* **WHAT YOU ARE ASKED TO DO**
Retype only the lines running from the beginning of the entries below to the line with "ctx.textAlign = isNaN(turn)", both included. Do not include pictures.
*-*-*
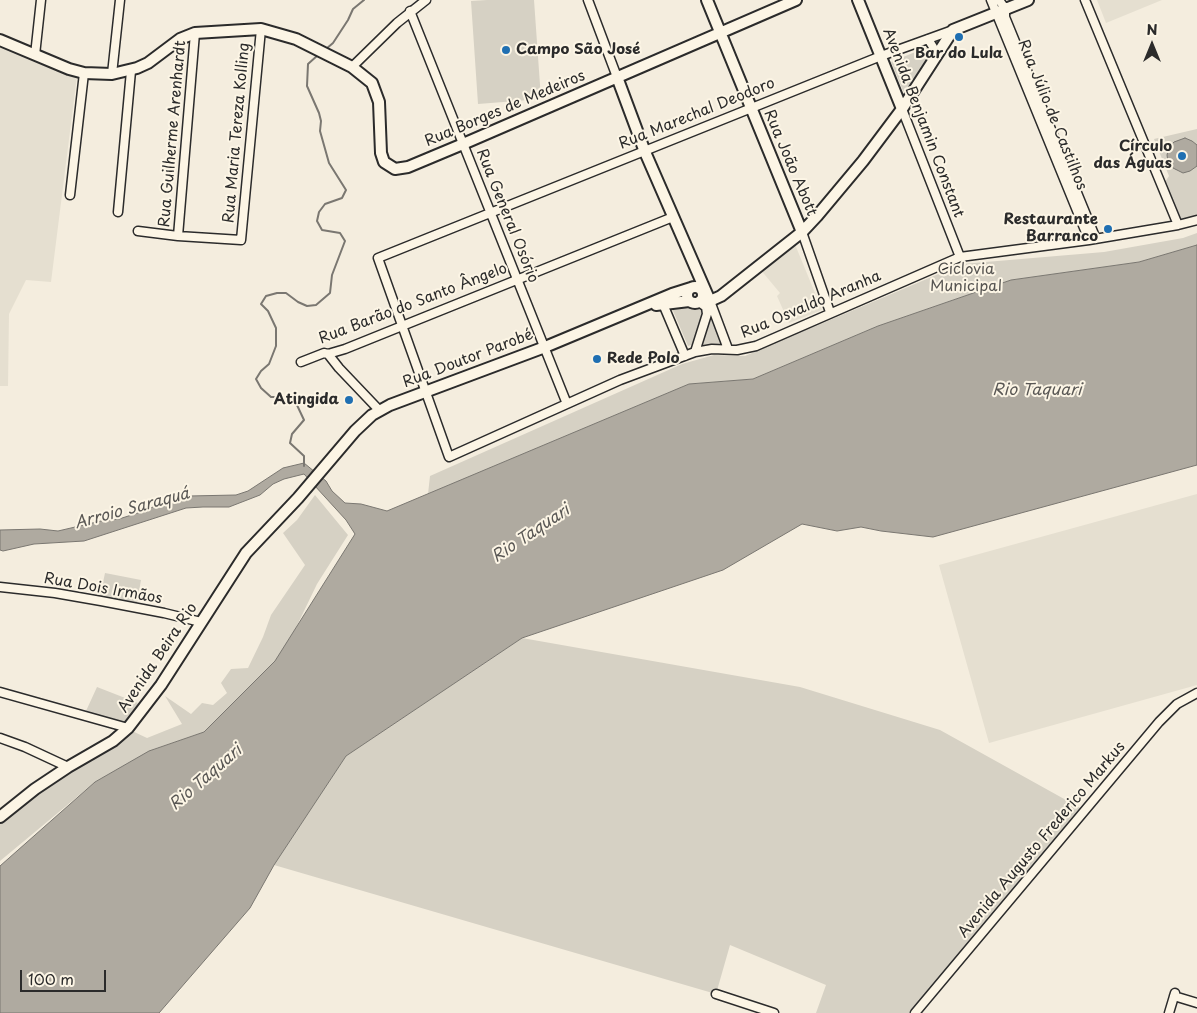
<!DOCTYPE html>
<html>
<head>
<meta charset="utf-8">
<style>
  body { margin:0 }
  #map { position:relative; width:1197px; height:1013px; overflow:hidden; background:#f4edde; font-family:"Playpen Sans",sans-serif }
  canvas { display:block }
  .north { position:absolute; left:1127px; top:20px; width:50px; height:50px; -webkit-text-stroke:4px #fcf5e5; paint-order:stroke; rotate:0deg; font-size:14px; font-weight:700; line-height:20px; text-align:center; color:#2b2b2b }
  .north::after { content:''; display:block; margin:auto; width:18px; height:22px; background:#2b2b2b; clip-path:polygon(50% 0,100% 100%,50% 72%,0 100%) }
  .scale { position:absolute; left:20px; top:970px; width:86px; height:22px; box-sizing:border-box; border:2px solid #2b2b2b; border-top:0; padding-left:6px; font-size:15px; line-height:18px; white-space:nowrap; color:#2b2b2b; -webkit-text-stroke:4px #fcf5e5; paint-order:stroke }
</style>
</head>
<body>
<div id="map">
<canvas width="1197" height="1013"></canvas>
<div class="north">N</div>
<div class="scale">100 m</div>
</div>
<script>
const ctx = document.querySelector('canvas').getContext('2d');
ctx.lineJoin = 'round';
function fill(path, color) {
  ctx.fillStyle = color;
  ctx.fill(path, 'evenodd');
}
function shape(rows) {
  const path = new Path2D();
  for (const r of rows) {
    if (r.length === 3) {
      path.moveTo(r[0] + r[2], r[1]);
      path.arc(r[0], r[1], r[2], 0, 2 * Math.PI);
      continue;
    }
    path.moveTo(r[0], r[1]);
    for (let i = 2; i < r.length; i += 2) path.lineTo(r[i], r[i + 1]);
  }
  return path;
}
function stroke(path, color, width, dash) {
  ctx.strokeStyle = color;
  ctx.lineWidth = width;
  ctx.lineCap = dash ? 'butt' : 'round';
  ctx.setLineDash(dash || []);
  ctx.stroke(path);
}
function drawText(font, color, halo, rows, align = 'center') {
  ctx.font = font + ' "Playpen Sans",sans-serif';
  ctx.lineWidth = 4;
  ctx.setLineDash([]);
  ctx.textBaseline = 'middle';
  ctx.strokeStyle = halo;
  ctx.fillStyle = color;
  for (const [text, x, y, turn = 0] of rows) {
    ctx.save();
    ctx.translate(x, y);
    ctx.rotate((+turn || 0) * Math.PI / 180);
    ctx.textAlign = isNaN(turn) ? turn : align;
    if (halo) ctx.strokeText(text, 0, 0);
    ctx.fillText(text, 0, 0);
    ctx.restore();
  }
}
fill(shape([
  [1097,0,1162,0,1106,23],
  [0,46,77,76,51,282,26,280,9,314,8,386,0,386],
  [794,242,822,310,789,323,777,296,780,293,760,269],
  [1197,494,1197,685,989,743,939,565]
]), '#e5dfd0');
fill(shape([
  [487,0,534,0,541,99,478,104,471,1],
  [925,48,930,48,931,54,908,90,905,92,903,91,891,62],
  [1197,129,1197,217,1183,221,1181,220,1167,187,1165,182,1169,176,1154,139],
  [1197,233,1197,245,1139,262,1011,280,878,326,753,379,689,384,428,494,430,476,682,364,714,355,745,356,766,347,766,344,816,326,962,264,1104,252,1183,238],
  [703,305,705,311,694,344,688,346,671,306],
  [713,318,725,346,699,348,709,319],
  [315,495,348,535,317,584,277,667,204,732,154,749,95,782,0,861,0,821,68,769,130,730,147,738,182,724,165,696,191,714,202,703,213,705,227,693,221,683,231,669,248,668,263,637,271,615,305,565,283,533,297,520],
  [105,573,141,580,137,603,100,597],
  [522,638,800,687,940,730,1084,810,915,1013,816,1013,826,985,730,945,716,994,274,865,346,756],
  [97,687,138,703,127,726,86,711]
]), '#d6d1c4');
const water = shape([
  [1185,138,1192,141,1197,145,1197,166,1190,171,1183,173,1173,168,1168,162,1167,155,1169,147,1174,142,1185,138],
  [1197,245,1197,465,933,537,881,531,861,527,837,531,802,524,723,570,522,638,346,756,274,865,250,908,159,1013,0,1013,0,866,95,782,149,751,204,732,275,661,355,534,346,520,304,474,284,479,273,484,260,495,229,507,203,507,186,508,84,541,34,544,3,551,0,550,0,530,40,529,58,531,101,521,119,519,144,511,164,502,189,496,236,495,248,491,283,468,304,463,326,481,332,491,345,503,361,504,387,511,689,384,753,379,878,326,1011,280,1139,262,1197,245]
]);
fill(water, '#afaaa0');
stroke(water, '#7a7771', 1);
stroke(shape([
  [326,49,333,43,348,20,353,9,364,0],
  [304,466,304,456,290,443,292,434,304,420,296,403,289,397,271,397,261,388,256,379,261,371,269,364,276,346,276,328,268,311,261,304,266,296,277,293,286,293,298,302,307,306,316,305,330,293,332,275,345,241,340,233,322,230,317,221,319,212,325,204,342,198,346,190,329,163,320,131,321,121,319,113,307,86,308,64,318,55]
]), '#7a7771', 2);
const minor = shape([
  [588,0,617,77],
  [991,0,1089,240],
  [999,0,1004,7,1010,7,1005,11,1005,17,1096,239],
  [1085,0,1178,225],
  [410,11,567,404],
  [953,30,881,56,378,258,449,457,620,380,695,352,712,349,737,350,756,346,960,257,1089,240,1178,225,1197,220],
  [928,39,933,47,935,56],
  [35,55,41,0],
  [352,67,397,23,426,0],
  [112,74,120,0],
  [902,109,960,257],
  [70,195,84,73],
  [118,212,131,71],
  [138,231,178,236,241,240,261,29],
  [802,232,830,312],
  [178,236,195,33],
  [710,301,728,349],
  [663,304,685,356],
  [695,352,707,314,706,307,699,302],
  [328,354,339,368,379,410],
  [301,362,324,353,328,354,345,349,673,217],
  [0,587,55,593,101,601,164,613,201,622],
  [0,692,128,728],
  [0,738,25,747,68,767],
  [716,994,774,1013],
  [1174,996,1197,1003],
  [915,1013,1159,722,1177,704,1197,693],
  [1169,1013,1175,993]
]);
const major = shape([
  [707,0,802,232],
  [858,0,902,109],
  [0,40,69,69,84,73,112,74,137,68,148,63,180,39,195,33,261,29,296,39,352,67,372,83,379,102,381,153,384,162,395,169,408,167,463,144,796,0],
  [617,77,645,152,710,301],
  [695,295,8],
  [700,301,710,301,721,296,802,232,817,216,863,161,902,109,953,30,1028,0],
  [656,305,689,301],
  [0,817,35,789,68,767,113,741,128,728,161,685,246,553,298,498,355,431,372,415,390,405,545,347,672,294,691,288]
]);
stroke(minor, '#2b2b2b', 11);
stroke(major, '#2b2b2b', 14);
stroke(minor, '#fcf5e5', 8);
stroke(major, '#fcf5e5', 10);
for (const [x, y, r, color] of [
  [959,37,5,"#1f6fb2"],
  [506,50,5,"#1f6fb2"],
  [1182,156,5,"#1f6fb2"],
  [1108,229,5,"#1f6fb2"],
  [597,359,5,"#1f6fb2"],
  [349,400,5,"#1f6fb2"]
]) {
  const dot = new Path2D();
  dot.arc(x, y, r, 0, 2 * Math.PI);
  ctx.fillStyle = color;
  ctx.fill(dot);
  stroke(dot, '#fcf5e5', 2);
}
drawText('bold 15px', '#2b2b2b', '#fcf5e5', [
  ["Campo São José",516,50,"left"],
  ["Bar do Lula",959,54,"center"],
  ["Círculo",1172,147],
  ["das Águas",1172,164],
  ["Restaurante",1098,220],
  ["Barranco",1098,237],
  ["Rede Polo",607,359,"left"],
  ["Atingida",339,400]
], 'right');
drawText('15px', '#2b2b2b', '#fcf5e5', [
  ["Rua Borges de Medeiros",505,109,-23],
  ["Rua Marechal Deodoro",697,114,-22],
  ["Rua Júlio de Castilhos",1052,115,68],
  ["Avenida Benjamin Constant",923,123,69],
  ["Rua Maria Tereza Kolling",237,133,-85],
  ["Rua Guilherme Arenhardt",173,134,-85],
  ["Rua João Abott",790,163,67],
  ["Rua General Osório",507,216,68],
  ["Rua Barão do Santo Ângelo",413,304,-21],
  ["Rua Osvaldo Aranha",811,305,-23],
  ["Rua Doutor Parobé",468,359,-21],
  ["Rua Dois Irmãos",103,589,10],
  ["Avenida Beira Rio",158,658,-56],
  ["Avenida Augusto Frederico Markus",1042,840,-50]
]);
drawText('15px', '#565451', '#fcf5e5', [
  ["Ciclovia",966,270],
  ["Municipal",966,287]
]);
drawText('italic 16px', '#595754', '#fcf5e5', [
  ["Rio Taquari",1037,391],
  ["Arroio Saraquá",132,509,-15],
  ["Rio Taquari",531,534,-34],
  ["Rio Taquari",206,778,-41]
]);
</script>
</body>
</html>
*-*-*
* **EXERCISE RESULT**
<!DOCTYPE html>
<html>
<head>
<meta charset="utf-8">
<style>
  body { margin:0 }
  #map { position:relative; width:1197px; height:1013px; overflow:hidden; background:#f4edde; font-family:"Playpen Sans",sans-serif }
  canvas { display:block }
  .north { position:absolute; left:1127px; top:20px; width:50px; height:50px; -webkit-text-stroke:4px #fcf5e5; paint-order:stroke; rotate:0deg; font-size:14px; font-weight:700; line-height:20px; text-align:center; color:#2b2b2b }
  .north::after { content:''; display:block; margin:auto; width:18px; height:22px; background:#2b2b2b; clip-path:polygon(50% 0,100% 100%,50% 72%,0 100%) }
  .scale { position:absolute; left:20px; top:970px; width:86px; height:22px; box-sizing:border-box; border:2px solid #2b2b2b; border-top:0; padding-left:6px; font-size:15px; line-height:18px; white-space:nowrap; color:#2b2b2b; -webkit-text-stroke:4px #fcf5e5; paint-order:stroke }
</style>
</head>
<body>
<div id="map">
<canvas width="1197" height="1013"></canvas>
<div class="north">N</div>
<div class="scale">100 m</div>
</div>
<script>
const ctx = document.querySelector('canvas').getContext('2d');
ctx.lineJoin = 'round';
function fill(path, color) {
  ctx.fillStyle = color;
  ctx.fill(path, 'evenodd');
}
function shape(rows) {
  const path = new Path2D();
  for (const r of rows) {
    if (r.length === 3) {
      path.moveTo(r[0] + r[2], r[1]);
      path.arc(r[0], r[1], r[2], 0, 2 * Math.PI);
      continue;
    }
    path.moveTo(r[0], r[1]);
    for (let i = 2; i < r.length; i += 2) path.lineTo(r[i], r[i + 1]);
  }
  return path;
}
function stroke(path, color, width, dash) {
  ctx.strokeStyle = color;
  ctx.lineWidth = width;
  ctx.lineCap = dash ? 'butt' : 'round';
  ctx.setLineDash(dash || []);
  ctx.stroke(path);
}
function drawText(font, color, halo, rows, align = 'center') {
  ctx.font = font + ' "Playpen Sans",sans-serif';
  ctx.lineWidth = 4;
  ctx.setLineDash([]);
  ctx.textBaseline = 'middle';
  ctx.strokeStyle = halo;
  ctx.fillStyle = color;
  for (const [text, x, y, turn = 0] of rows) {
    ctx.save();
    ctx.translate(x, y);
    ctx.rotate((+turn || 0) * Math.PI / 180);
    ctx.textAlign = isNaN(turn) ? turn : align;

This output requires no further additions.